Alexandre de Moraes suspende Lei da Dosimetria que permite a redução de penas de condenados
O ministro Alexandre de Moraes suspendeu a Lei da Dosimetria até que o STF analise a constitucionalidade da norma. A medida impede a redução de penas de condenados pelos atos de 8 de janeiro, afetando dez execuções penais
O ministro Alexandre de Moraes, do Supremo Tribunal Federal (STF), suspendeu a aplicação da Lei da Dosimetria até que a Corte analise a constitucionalidade da norma. A decisão impacta condenados pelos atos de 8 de janeiro de 2023, que agora devem aguardar o julgamento do plenário para pleitear a redução de suas penas. A medida já foi aplicada a pelo menos dez execuções penais de pessoas que haviam solicitado a revisão da punição com base na nova lei.
A suspensão atinge quem já formalizou o pedido de revisão e serve como precedente para outros condenados, incluindo o ex-presidente Jair Bolsonaro.
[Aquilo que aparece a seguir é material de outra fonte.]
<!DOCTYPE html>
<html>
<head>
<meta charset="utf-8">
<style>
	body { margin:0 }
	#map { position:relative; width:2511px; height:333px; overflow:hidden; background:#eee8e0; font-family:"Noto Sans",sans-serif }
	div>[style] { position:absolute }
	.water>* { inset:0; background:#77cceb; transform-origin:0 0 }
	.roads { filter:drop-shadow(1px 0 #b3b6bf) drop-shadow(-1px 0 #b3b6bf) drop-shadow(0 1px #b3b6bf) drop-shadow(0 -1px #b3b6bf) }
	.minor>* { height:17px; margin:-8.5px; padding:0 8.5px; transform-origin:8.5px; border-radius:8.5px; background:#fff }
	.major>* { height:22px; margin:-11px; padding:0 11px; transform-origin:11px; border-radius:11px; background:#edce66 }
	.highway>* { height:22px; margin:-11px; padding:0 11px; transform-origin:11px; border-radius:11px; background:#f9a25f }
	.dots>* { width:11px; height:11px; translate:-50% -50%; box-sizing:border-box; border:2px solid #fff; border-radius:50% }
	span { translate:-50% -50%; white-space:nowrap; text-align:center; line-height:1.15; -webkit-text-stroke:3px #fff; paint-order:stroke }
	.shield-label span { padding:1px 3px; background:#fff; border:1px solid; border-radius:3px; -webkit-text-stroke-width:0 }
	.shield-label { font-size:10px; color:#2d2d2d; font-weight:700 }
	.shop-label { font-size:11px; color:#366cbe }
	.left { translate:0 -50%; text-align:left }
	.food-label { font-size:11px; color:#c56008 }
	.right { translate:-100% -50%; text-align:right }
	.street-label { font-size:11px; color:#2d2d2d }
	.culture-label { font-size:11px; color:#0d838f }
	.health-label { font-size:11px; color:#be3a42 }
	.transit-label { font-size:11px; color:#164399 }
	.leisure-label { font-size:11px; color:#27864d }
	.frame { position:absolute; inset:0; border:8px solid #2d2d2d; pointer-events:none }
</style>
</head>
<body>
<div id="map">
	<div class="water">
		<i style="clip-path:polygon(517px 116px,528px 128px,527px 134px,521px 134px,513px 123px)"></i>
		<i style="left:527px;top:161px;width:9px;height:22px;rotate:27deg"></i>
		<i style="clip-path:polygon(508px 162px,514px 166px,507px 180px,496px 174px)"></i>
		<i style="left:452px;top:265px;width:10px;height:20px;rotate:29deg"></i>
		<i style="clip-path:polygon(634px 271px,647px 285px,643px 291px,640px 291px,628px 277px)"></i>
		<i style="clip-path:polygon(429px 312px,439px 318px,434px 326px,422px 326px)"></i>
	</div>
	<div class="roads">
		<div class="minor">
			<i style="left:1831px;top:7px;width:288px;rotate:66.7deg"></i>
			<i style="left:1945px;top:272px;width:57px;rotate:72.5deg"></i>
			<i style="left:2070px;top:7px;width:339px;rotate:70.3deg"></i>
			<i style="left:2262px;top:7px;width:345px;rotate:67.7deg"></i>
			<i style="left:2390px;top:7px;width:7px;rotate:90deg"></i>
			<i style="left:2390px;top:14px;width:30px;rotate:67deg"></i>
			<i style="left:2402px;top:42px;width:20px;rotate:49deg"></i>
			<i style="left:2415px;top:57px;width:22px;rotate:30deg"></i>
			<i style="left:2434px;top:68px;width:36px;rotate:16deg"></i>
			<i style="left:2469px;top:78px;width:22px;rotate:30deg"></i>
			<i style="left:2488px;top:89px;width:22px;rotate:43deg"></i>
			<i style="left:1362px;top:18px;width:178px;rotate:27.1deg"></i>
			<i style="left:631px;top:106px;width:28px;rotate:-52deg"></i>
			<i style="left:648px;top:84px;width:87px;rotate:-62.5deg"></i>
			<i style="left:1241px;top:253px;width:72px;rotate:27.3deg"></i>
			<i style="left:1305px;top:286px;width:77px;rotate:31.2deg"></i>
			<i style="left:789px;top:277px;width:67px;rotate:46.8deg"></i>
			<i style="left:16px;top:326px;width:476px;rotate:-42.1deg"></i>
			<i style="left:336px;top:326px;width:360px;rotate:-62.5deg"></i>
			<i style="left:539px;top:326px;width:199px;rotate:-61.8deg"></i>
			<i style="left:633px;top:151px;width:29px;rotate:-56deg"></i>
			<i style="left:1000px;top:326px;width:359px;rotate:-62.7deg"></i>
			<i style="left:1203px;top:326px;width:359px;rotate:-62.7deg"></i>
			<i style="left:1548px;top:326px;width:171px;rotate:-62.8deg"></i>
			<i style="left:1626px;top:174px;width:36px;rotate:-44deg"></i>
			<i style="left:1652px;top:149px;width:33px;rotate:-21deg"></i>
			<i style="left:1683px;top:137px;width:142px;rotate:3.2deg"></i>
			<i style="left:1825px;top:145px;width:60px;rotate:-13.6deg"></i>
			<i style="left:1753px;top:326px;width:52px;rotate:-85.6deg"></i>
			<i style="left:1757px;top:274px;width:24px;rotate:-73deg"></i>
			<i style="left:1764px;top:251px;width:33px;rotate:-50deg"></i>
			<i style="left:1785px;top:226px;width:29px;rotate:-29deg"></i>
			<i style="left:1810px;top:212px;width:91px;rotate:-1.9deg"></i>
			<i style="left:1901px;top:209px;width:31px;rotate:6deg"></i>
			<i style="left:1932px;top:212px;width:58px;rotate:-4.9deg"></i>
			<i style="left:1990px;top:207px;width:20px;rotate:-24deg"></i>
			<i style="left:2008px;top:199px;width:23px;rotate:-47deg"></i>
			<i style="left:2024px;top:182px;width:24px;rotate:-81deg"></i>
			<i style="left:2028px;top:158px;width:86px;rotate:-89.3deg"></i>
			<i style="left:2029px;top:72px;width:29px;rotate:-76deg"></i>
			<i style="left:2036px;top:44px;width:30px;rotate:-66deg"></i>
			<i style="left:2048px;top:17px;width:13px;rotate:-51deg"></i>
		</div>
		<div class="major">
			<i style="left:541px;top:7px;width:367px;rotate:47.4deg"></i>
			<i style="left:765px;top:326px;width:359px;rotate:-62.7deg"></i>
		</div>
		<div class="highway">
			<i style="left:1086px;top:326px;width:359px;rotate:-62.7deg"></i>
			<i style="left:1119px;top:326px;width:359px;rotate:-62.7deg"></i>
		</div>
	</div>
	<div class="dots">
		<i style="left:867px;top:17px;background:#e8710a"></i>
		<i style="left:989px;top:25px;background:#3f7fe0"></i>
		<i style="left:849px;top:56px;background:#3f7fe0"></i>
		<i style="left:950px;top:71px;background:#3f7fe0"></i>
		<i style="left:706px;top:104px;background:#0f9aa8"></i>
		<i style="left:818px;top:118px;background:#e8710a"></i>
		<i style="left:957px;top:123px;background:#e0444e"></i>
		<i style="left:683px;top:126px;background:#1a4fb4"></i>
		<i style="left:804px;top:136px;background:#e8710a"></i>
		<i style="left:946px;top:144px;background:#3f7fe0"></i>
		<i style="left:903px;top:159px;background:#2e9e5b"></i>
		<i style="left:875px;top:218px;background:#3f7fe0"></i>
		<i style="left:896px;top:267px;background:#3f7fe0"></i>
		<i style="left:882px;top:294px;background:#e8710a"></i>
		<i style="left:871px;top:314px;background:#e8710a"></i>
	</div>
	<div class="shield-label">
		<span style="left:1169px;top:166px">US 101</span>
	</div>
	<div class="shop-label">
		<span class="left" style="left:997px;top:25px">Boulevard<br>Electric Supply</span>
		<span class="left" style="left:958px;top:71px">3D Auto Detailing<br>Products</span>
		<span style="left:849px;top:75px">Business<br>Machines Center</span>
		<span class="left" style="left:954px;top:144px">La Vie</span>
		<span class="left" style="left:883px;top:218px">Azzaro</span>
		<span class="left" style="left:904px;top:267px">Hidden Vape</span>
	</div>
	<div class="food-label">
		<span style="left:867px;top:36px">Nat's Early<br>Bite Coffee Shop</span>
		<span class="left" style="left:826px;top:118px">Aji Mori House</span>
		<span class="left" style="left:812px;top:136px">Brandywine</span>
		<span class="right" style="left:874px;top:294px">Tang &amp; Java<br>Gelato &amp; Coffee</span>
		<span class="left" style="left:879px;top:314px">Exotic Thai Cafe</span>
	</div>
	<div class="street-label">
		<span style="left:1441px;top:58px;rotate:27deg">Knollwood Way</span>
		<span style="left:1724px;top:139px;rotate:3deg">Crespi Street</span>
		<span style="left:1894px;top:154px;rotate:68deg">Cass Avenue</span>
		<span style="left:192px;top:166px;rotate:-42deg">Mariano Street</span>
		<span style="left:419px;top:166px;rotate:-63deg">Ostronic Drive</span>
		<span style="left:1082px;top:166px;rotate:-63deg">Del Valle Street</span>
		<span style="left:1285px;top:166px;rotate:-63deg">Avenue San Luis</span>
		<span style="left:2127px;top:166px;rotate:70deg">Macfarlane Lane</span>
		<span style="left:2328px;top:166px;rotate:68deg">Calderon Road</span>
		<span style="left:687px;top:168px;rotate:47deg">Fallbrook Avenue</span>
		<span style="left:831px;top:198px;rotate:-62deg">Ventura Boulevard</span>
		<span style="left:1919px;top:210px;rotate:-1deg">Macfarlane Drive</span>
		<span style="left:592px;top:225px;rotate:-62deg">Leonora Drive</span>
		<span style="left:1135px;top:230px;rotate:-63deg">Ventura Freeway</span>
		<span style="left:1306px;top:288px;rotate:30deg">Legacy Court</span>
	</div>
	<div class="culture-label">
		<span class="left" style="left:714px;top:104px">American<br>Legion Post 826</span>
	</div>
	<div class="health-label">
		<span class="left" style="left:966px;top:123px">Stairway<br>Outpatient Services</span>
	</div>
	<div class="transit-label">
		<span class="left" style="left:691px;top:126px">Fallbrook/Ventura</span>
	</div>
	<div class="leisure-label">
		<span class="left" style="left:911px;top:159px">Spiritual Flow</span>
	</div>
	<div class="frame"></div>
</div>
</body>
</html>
Embora a defesa de Bolsonaro tenha solicitado a revisão criminal de seu processo na sexta-feira (9), tal pedido não possui relação com a Lei da Dosimetria. O ex-presidente foi condenado a 27 anos e três meses de prisão no julgamento da trama golpista.
A Lei da Dosimetria, promulgada na sexta-feira (8) pelo senador Davi Alcolumbre, presidente do Congresso Nacional, foi aprovada em 2025 após o Legislativo derrubar o veto do presidente Luiz Inácio Lula da Silva. A norma permite a redução de penas para os envolvidos nos ataques às instituições republicanas.
A validade da lei é questionada por meio de ações movidas pela Associação Brasileira de Imprensa (ABI) e pela federação PSOL-Rede. A ABI argumenta que a norma é inconstitucional ao permitir que crimes contra a democracia cometidos no mesmo contexto não tenham as penas somadas, ao possibilitar a redução de penas para delitos praticados em multidão e ao alterar a progressão de regime da Lei de Execução Penal. Já a federação PSOL-Rede sustenta que o texto enfraquece a tutela penal do Estado Democrático de Direito para beneficiar agentes dos ataques.
Sorteado como relator dos processos, o ministro Alexandre de Moraes solicitou informações à Presidência da República e ao Congresso Nacional, que possuem cinco dias para responder. Na sequência, a Advocacia-Geral da União (AGU) e a Procuradoria-Geral da República (PGR) terão três dias para se manifestar.
A decisão foi criticada pelo senador Rogério Marinho (PL-RN), líder da oposição no Senado, que afirmou que a medida do ministro suspendeu a vontade popular.